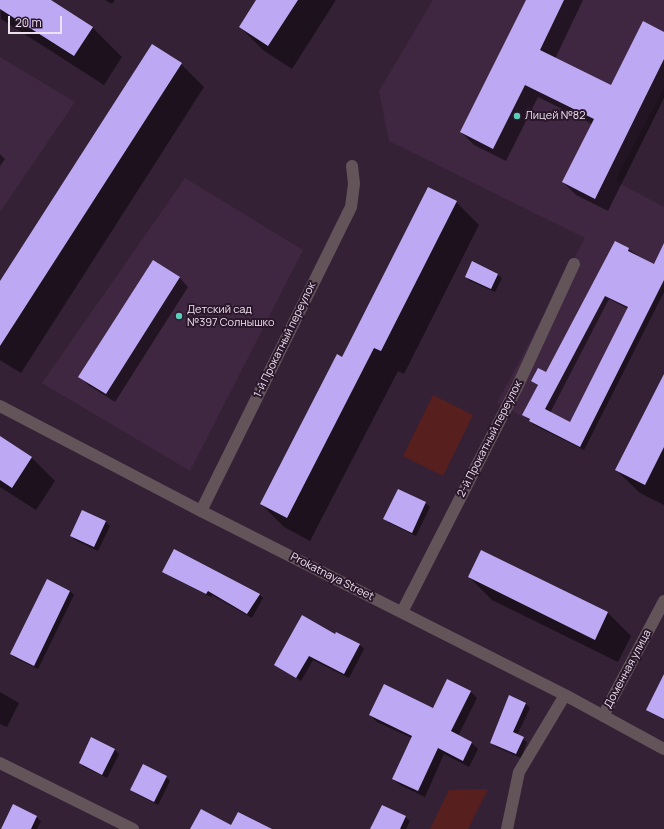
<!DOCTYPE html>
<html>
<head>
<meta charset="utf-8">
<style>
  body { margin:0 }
  #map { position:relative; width:664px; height:829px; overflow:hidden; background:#352135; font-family:Manrope,sans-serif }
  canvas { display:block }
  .scale { position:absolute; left:8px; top:16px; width:54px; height:18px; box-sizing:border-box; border:2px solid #eee1ee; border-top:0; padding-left:5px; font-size:12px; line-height:14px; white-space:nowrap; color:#eee1ee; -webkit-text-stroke:3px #2a172b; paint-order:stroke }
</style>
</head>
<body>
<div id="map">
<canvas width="664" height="829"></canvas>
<div class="scale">20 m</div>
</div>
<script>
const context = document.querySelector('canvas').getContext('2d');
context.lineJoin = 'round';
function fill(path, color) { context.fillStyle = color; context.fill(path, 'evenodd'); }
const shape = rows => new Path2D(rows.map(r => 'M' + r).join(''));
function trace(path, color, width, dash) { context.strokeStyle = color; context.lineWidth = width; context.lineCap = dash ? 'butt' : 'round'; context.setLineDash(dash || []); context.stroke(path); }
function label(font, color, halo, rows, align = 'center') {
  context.font = font + ' Manrope,sans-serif'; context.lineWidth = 4; context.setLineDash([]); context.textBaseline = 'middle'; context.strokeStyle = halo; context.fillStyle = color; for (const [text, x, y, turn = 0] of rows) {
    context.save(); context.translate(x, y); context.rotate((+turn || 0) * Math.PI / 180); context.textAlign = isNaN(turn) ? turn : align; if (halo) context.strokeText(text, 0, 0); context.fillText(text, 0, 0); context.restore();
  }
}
fill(shape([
  [433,0,664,0,664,88,615,181,664,207,664,284,580,447,497,403,585,238,389,141,379,91],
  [0,57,75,102,0,212],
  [185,178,303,250,190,471,42,383]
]), '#402741');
fill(shape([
  [433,395,473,415,443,476,403,456],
  [488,789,468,829,430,829,449,790]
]), '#581f1f');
fill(shape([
  [0,0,50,0,93,28,122,57,104,85,1,19],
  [105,0,115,0,112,4],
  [257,0,336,0,292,69,263,50,240,27],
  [527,0,583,0,555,59,612,87,664,33,664,98,608,211,576,195,563,182,592,124,538,97,506,161,474,145,461,132],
  [181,64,204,87,21,373,0,360,0,283],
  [0,154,5,159,0,166],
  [456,202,479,225,404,374,398,371,310,541,284,527,261,504,343,358],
  [664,246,664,292,584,450,534,425,524,415,538,386,532,381,547,374,628,249,654,266],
  [609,299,628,309,570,423,550,413],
  [153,261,180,278,188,287,115,402,88,385,80,377],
  [497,274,502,278,495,292,470,281,466,277],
  [664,376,664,505,640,493,616,470],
  [0,437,31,457,55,481,36,510,0,487],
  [425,503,430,507,416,536,389,523,385,519],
  [83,511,106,522,110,526,98,551,75,540,71,536],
  [482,551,608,613,631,636,618,662,492,600,469,577],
  [164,571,259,594,263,598,252,618,212,595,211,597,168,575],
  [47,580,70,591,74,595,38,669,15,658,11,654],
  [335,635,360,645,364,649,349,678,313,660,301,681,275,665],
  [664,675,664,720,647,709],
  [470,691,477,698,458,736,472,743,478,749,469,767,444,754,425,797,400,785,393,779,412,738,377,722,370,715,433,709],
  [0,692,19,703,7,727,0,724],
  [510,697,526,704,530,708,517,735,527,742,521,758,496,747,491,743],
  [115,750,119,754,107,778,84,767,80,763],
  [166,777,170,781,158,805,136,794,132,790],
  [36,817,41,821,37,829,2,829],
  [405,817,410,821,406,829,372,829]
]), '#0007');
fill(shape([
  [0,0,51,0,93,27,74,56,0,9],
  [256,0,298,0,268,46,239,27],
  [526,0,564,0,540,50,611,85,643,21,664,32,664,59,595,199,562,182,594,119,525,85,493,149,460,132],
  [152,44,182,63,0,346,0,281],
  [428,187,457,201,381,351,374,348,287,518,260,504,337,354,342,357],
  [615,241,629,248,628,251,654,264,664,243,664,280,580,447,529,421,530,419,522,415,538,385,531,381,538,368,546,372],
  [605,296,628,307,570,422,545,409],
  [153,260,180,277,106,394,78,377],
  [472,261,498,274,491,289,465,277],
  [664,374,664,447,645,485,615,470],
  [0,436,32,457,12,488,0,480],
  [398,489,426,502,412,533,383,519],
  [82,510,106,521,94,547,70,536],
  [174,549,260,594,247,614,208,591,206,594,162,572],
  [481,550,608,612,595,640,468,577],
  [47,579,70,591,34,666,10,654],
  [302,615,335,634,336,632,360,644,344,674,309,656,296,678,274,665],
  [664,674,664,719,646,710],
  [447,679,471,691,451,731,472,742,463,761,438,748,418,791,392,779,412,736,369,715,384,684,433,708],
  [509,695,526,703,513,732,524,737,516,754,490,743],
  [91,737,115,749,102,775,79,763],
  [143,764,167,776,154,802,130,790],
  [13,804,37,816,31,829,1,829],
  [382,805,406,816,400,829,370,829],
  [201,809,231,825,238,812,272,829,190,829]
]), '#bda8f4');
trace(shape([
  [0,406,201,511,565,695,664,749],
  [201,511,351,207,354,184,352,166],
  [402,612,518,385,574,264],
  [603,716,664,601],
  [0,763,133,829],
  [507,829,519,772,565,695]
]), '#635459', 12);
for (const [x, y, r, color] of [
  [517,116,4,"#5bcebb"],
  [179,316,4,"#5bcebb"]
]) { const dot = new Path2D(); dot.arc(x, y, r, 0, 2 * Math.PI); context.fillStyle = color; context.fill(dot); trace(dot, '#2a172b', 1.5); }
label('11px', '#eee1ee', '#2a172b', [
  ["Лицей №82",525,116],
  ["Детский сад",187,310],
  ["№397 Солнышко",187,323]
], 'left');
label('11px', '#eee1ee', '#2a172b', [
  ["1-й Прокатный переулок",285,340,-64],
  ["2-й Прокатный переулок",490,439,-63],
  ["Prokatnaya Street",332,577,27],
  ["Доменная улица",628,669,-62]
]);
</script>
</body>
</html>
= = =
● **ASSIGNMENT**:
Output, from the data above, the lines from the line with "position:absolute; left:8px; top:16px;" to the line with "context.lineJoin = 'round';" exactly as they stand, both ends included and nothing else.

● **ANSWER FOR THIS EXERCISE**:
  .scale { position:absolute; left:8px; top:16px; width:54px; height:18px; box-sizing:border-box; border:2px solid #eee1ee; border-top:0; padding-left:5px; font-size:12px; line-height:14px; white-space:nowrap; color:#eee1ee; -webkit-text-stroke:3px #2a172b; paint-order:stroke }
</style>
</head>
<body>
<div id="map">
<canvas width="664" height="829"></canvas>
<div class="scale">20 m</div>
</div>
<script>
const context = document.querySelector('canvas').getContext('2d');
context.lineJoin = 'round';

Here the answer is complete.